WHAT THE TASK REQUIRES. Every line below that holds the word "content" counts once; please tally them and give only the total.

*** Opening of RECORDS FOR THIS TASK ***

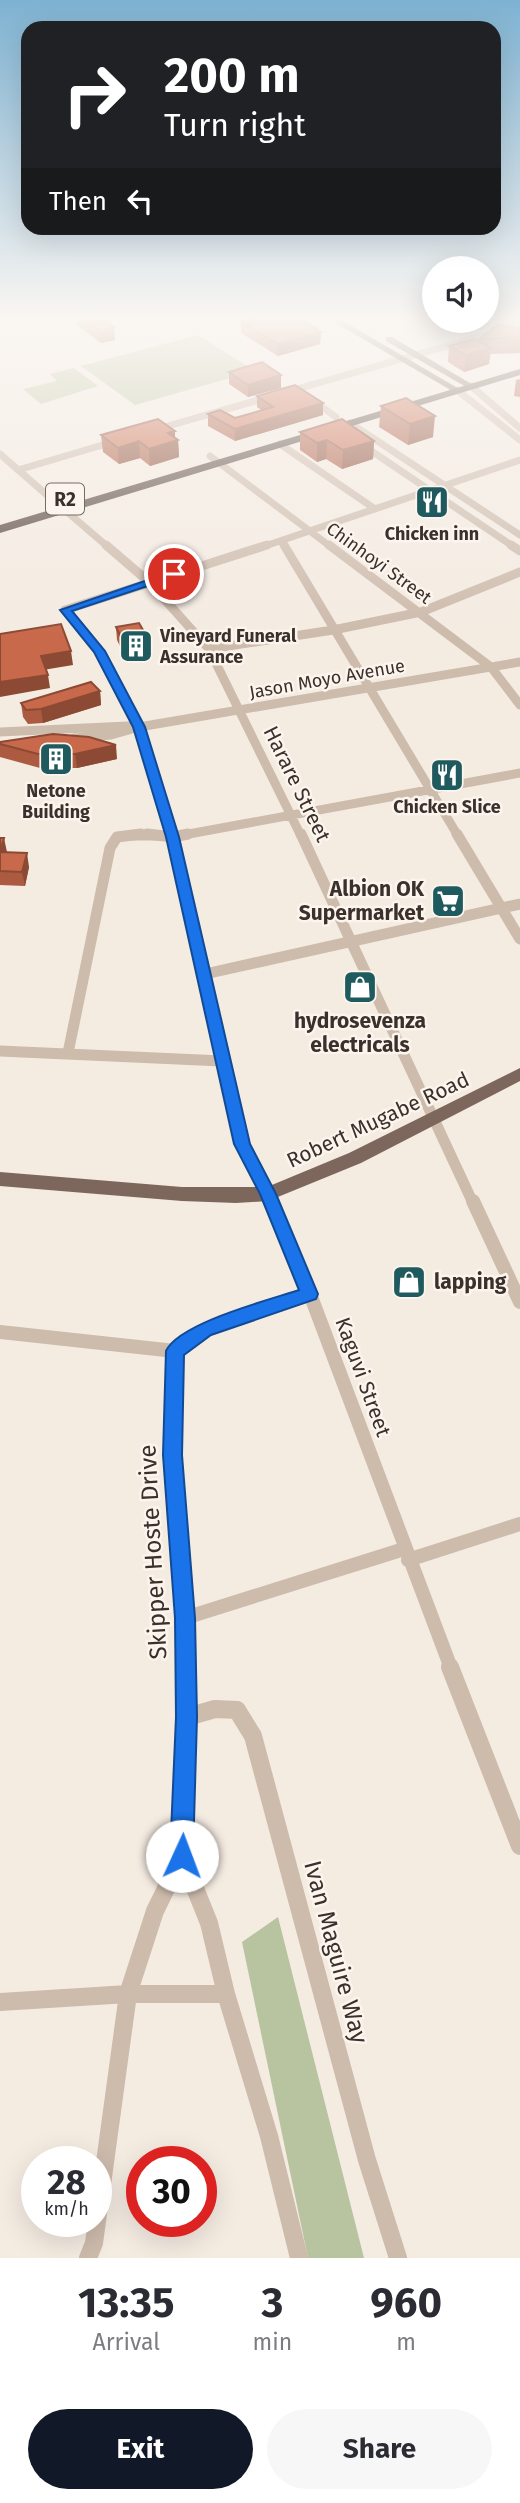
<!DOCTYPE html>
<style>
body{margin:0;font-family:"Fira Sans",sans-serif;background:#f7f7f7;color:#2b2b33;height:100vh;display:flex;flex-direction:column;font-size:26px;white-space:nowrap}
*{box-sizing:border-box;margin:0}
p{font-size:23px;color:#7c7c81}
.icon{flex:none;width:38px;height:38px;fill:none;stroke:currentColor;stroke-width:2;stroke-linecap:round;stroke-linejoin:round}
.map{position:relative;height:2258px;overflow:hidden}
.panel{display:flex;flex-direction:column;background:#fff;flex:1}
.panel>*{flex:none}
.hud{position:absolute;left:21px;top:21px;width:480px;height:214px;border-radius:21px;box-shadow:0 7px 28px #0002;background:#202124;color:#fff;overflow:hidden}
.buttons{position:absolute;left:422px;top:256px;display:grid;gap:14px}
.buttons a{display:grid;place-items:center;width:77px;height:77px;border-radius:50%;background:#fff;box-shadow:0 7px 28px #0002;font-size:35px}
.speed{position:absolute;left:21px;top:2146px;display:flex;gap:14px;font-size:35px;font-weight:700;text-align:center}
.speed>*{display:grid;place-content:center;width:91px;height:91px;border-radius:50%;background:#fff;box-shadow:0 7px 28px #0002;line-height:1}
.speed small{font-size:18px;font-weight:400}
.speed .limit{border:10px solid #d22;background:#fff;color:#111}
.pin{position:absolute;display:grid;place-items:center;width:60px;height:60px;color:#fff;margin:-30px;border:4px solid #fff;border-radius:50%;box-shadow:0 2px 7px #0007}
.me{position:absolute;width:77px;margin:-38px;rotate:2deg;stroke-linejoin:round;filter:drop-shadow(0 0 5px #0008)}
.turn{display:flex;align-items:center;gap:24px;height:147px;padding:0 28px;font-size:32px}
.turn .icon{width:91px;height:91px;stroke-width:2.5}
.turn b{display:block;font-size:49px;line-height:60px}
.then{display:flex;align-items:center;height:66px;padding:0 28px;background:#0003;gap:14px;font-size:26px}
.eta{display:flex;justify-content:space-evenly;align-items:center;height:119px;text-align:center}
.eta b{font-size:42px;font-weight:700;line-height:49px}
.primary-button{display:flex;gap:14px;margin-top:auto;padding:14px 28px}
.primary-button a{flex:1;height:80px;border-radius:42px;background:#111827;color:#fff;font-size:28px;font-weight:700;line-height:80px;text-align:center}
.primary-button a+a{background:#f7f7f7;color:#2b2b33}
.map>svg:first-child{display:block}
.green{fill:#b8c4a0}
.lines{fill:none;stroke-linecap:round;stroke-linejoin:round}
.minor-far4{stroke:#cdbbac;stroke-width:7}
.minor-far3{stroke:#cdbbac;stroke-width:9}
.minor-far2{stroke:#cdbbac;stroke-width:11}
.minor-far1{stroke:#cdbbac;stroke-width:14}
.minor{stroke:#cdbbac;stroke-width:18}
.major{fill:#7d675c;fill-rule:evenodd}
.highway{fill:#5c4a42;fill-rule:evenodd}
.wall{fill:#ac5a40}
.shaded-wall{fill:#8c4a34}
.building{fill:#c8694b;stroke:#8c4a34;stroke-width:2}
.route{fill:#1a73e8;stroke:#114b97;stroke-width:2}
.labels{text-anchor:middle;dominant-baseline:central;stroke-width:5;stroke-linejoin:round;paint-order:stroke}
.far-poi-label{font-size:18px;font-weight:bold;fill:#3b302b;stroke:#fbf5ee}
.far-street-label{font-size:18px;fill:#3b302b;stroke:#fbf5ee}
.shield{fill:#fbf5ee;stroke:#756b66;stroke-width:2}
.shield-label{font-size:19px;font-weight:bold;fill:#3b302b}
.street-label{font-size:21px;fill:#3b302b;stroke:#fbf5ee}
.poi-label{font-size:21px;font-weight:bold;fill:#3b302b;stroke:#fbf5ee;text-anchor:end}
.near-street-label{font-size:24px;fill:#3b302b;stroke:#fbf5ee}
</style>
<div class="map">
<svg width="520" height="2258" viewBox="0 0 520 2258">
<rect width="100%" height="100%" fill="#f4ebe1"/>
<path class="green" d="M198,335l57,36 -120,34 -54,-39z
M74,368l24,18 -57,18 -18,-15 34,-8 -7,-7z
M278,1917l86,341h-56l-66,-316z"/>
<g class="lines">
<path class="minor-far4" d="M471,386l49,42
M457,390l63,50
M311,399l25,18
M350,423l170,112
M154,430l366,-105
M280,444l95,65
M361,444l153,103
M0,454l55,48
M210,456l121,91
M18,470l98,-29
M65,510l43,37
M281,541l4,6
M262,547l258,-87"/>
<path class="minor-far3" d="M106,545l43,37 60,67 92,187
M284,545l174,291
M329,545l162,122 29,38
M511,545l9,6
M209,649l124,-19 88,-18 99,-40
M0,732l128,-6
M74,738l37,-3 28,-8 381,-65
M126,836h38
M173,836l-34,-109 -40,-76 -34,-41 202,-65
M178,836l342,-63"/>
<path class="minor-far2" d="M147,834l26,3 15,-3
M172,834l70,310 30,59
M301,834l172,369
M457,834l63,105
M205,974l315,-70
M0,1051l222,10
M68,1053l42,-205 7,-11 24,-3"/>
<path class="minor-far1" d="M271,1201l39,93 141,374
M473,1201l47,101
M0,1332l175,19
M408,1560l112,-36
M185,1618l219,-69
M186,1668l-13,-213 2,-104 30,-21 105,-36"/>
<path class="minor" d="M450,1667l70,179
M187,1717l28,-8 22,1 16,26 114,424 31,98
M182,1856l27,67 17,71
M0,2002l128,-8h98l43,142 30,122
M88,2258l6,-15 34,-249 27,-83 27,-55 4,-189"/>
<path class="major" d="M327,318h11l123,72 -7,2z
M386,337h6l83,49 -7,2 -82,-47z
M520,1068v13l-159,82 -93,38 -32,2 -54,-2 -182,-15v-14l182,15h85l82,-34z"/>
<path class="highway" d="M520,369v6l-520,158v-8z"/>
</g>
<path class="wall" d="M77,318h25l13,22 -14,3 -24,-18z
M241,321l80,11 -1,12 -42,12 -37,-23z
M520,326v27l-30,1 -1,10 -25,8 -16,-10 1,-16 29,-5 1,-2 37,-10v-2z
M229,372l52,16 -33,9 -19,-13z
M520,379v18l-6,-1 2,-16z
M257,396l66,19 -88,26 -27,-15v-12l27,4 26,-8 -4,-3z
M381,406l52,31 -25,8 -29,-18z
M175,431v7l3,2 1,17 -29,9 -10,-8 -21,6 -16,-12 -2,-17z
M300,432l74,9 -1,18 -31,10 -16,-10 -9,3 -17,-12z
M116,627l31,10 1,14 -24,4 -7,-15z
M100,691l1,14 -58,18 -15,1 -5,-7 -2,-14z
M0,742l117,17 -40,9h-37l-40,-11z
M0,838l7,14 22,15 -4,19 -25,-1z"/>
<path class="shaded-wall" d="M114,327l1,13 -14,3 -1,-12z
M321,332l-1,12 -42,12v-12z
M491,348l-2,16 -25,8 2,-17z
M281,375v13l-33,9v-12z
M323,403v12l-88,26v-12z
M435,416l-2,21 -25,8 2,-21z
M175,431v10l3,-1 1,17 -29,9 -1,-17 19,-16z
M327,440l-1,19 -9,3v-19z
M139,441l1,17 -21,6 -1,-16z
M374,441l-1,18 -31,10 1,-19z
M147,637l1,14 -24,4 -1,-14z
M71,651l2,14 -30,5 -2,-14z
M48,675l2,13 -50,9v-15z
M100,691l1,14 -58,18 -2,-14z
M116,745l1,14 -40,9 -2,-14z
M4,838l3,14h-7z
M27,853l2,14 -4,19 -3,-14z"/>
<path class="building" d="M83,318h19l12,9 -14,4z
M251,318h49l21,14 -43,12 -37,-23z
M498,325l13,2 9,4v6l-41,2z
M474,339l17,9 -25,7 -17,-9z
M262,362l19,13 -33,10 -19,-13z
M295,385l28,18 -88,26 -27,-15 12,-4 15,8 38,-11 -16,-11z
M406,398l29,18 -25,8 -29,-18z
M158,419l17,12 -7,2 10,7 -29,9 -10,-8 -21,7 -17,-13z
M342,419l32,22 -31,9 -16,-10 -10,3 -17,-11z
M139,623l8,14 -24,4 -7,-14z
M61,624l10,27 -30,5 7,19 -48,7v-48z
M91,682l9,9 -59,18 -15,1 -5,-7z
M53,734l36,3 27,8 -41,9h-37l-38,-10v-2z
M0,838h4l-4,14 27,1 -5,19 -22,-1z"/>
<linearGradient id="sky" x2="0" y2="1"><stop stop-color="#7eb2d2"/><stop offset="0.5" stop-color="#faf6f2"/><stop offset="1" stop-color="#faf6f2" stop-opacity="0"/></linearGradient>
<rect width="520" height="634" fill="url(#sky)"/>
<path class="route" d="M174,571l4,1v4l-106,35 33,40 40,76 34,110 71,307 26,50 42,100 -2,5 -105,36 -27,20 -2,100 13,163 2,99 -4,139 -3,9 -8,3 -8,-3 -4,-9 6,-139 -1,-99 -12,-163 3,-104c13,-28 103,-51 133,-61l-39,-96 -26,-50 -68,-307 -33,-110 -39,-75 -34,-42z"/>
<defs>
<g id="restaurant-square" transform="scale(1.75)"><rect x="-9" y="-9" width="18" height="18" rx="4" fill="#1f5a5e" stroke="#fbf5ee"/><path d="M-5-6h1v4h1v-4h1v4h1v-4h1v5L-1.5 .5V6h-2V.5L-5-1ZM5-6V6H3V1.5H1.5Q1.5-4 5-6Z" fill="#fff"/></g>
<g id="building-square" transform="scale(1.75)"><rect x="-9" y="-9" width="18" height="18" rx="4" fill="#1f5a5e" stroke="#fbf5ee"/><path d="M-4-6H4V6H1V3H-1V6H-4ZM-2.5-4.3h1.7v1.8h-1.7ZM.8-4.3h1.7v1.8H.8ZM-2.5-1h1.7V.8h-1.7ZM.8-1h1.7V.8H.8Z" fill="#fff"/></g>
<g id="supermarket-square" transform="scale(1.75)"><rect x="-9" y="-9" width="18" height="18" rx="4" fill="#1f5a5e" stroke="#fbf5ee"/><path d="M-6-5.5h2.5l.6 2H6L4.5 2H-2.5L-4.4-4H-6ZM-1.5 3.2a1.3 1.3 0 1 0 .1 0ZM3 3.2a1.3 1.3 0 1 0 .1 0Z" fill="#fff"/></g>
<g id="shop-square" transform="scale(1.75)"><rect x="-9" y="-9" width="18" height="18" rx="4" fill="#1f5a5e" stroke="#fbf5ee"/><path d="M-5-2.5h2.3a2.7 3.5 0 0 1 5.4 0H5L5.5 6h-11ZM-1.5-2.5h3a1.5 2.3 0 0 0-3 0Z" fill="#fff"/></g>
</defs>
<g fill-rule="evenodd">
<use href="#restaurant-square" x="432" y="502"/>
<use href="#building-square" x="136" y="646"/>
<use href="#building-square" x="56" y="759"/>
<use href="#restaurant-square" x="447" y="775"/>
<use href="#supermarket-square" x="448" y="901"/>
<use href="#shop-square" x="360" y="987"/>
<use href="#shop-square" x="409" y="1282"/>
</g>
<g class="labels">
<g class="far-poi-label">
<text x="432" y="534">Chicken inn</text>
<text x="160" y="636" text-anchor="start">Vineyard Funeral<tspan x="160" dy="21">Assurance</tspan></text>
<text x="56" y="791">Netone<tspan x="56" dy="21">Building</tspan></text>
<text x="447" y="807">Chicken Slice</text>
</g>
<g class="far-street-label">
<text transform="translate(379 563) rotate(36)">Chinhoyi Street</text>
<text transform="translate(327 679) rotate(-10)">Jason Moyo Avenue</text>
</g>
<rect class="shield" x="46" y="483.5" width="38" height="31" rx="5"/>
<g class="shield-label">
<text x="65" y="499">R2</text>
</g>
<g class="street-label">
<text transform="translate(297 784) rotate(64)">Harare Street</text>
<text transform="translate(378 1120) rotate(-25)">Robert Mugabe Road</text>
<text transform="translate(363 1377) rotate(70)">Kaguvi Street</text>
</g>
<g class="poi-label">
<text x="424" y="889">Albion OK<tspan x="424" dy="24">Supermarket</tspan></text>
<text x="360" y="1021" text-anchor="middle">hydrosevenza<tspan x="360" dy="24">electricals</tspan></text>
<text x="434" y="1282" text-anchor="start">lapping</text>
</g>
<g class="near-street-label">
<text transform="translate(153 1552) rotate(-93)">Skipper Hoste Drive</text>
<text transform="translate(336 1952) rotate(75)">Ivan Maguire Way</text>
</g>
</g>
</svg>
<div class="buttons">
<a><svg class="icon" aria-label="sound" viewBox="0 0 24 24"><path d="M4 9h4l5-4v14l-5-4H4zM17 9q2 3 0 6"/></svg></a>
</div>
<div class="speed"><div>28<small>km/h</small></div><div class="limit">30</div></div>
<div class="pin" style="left:174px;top:574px;background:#d93025"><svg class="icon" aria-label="arrive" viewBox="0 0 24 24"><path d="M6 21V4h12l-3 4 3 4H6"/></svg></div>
<svg class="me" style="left:182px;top:1856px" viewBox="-20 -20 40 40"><circle r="19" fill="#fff"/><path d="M0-13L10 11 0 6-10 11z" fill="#1a73e8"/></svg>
<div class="hud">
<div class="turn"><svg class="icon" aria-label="right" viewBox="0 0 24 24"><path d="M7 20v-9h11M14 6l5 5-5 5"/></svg><div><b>200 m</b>Turn right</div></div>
<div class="then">Then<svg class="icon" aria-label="left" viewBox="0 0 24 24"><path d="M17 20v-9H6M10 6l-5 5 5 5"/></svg></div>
</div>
</div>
<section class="panel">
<div class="eta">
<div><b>13:35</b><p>Arrival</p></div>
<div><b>3</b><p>min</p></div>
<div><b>960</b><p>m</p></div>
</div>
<div class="primary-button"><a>Exit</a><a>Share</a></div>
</section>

*** Close of RECORDS FOR THIS TASK ***

SOLUTION FOR THIS PROBLEM. 2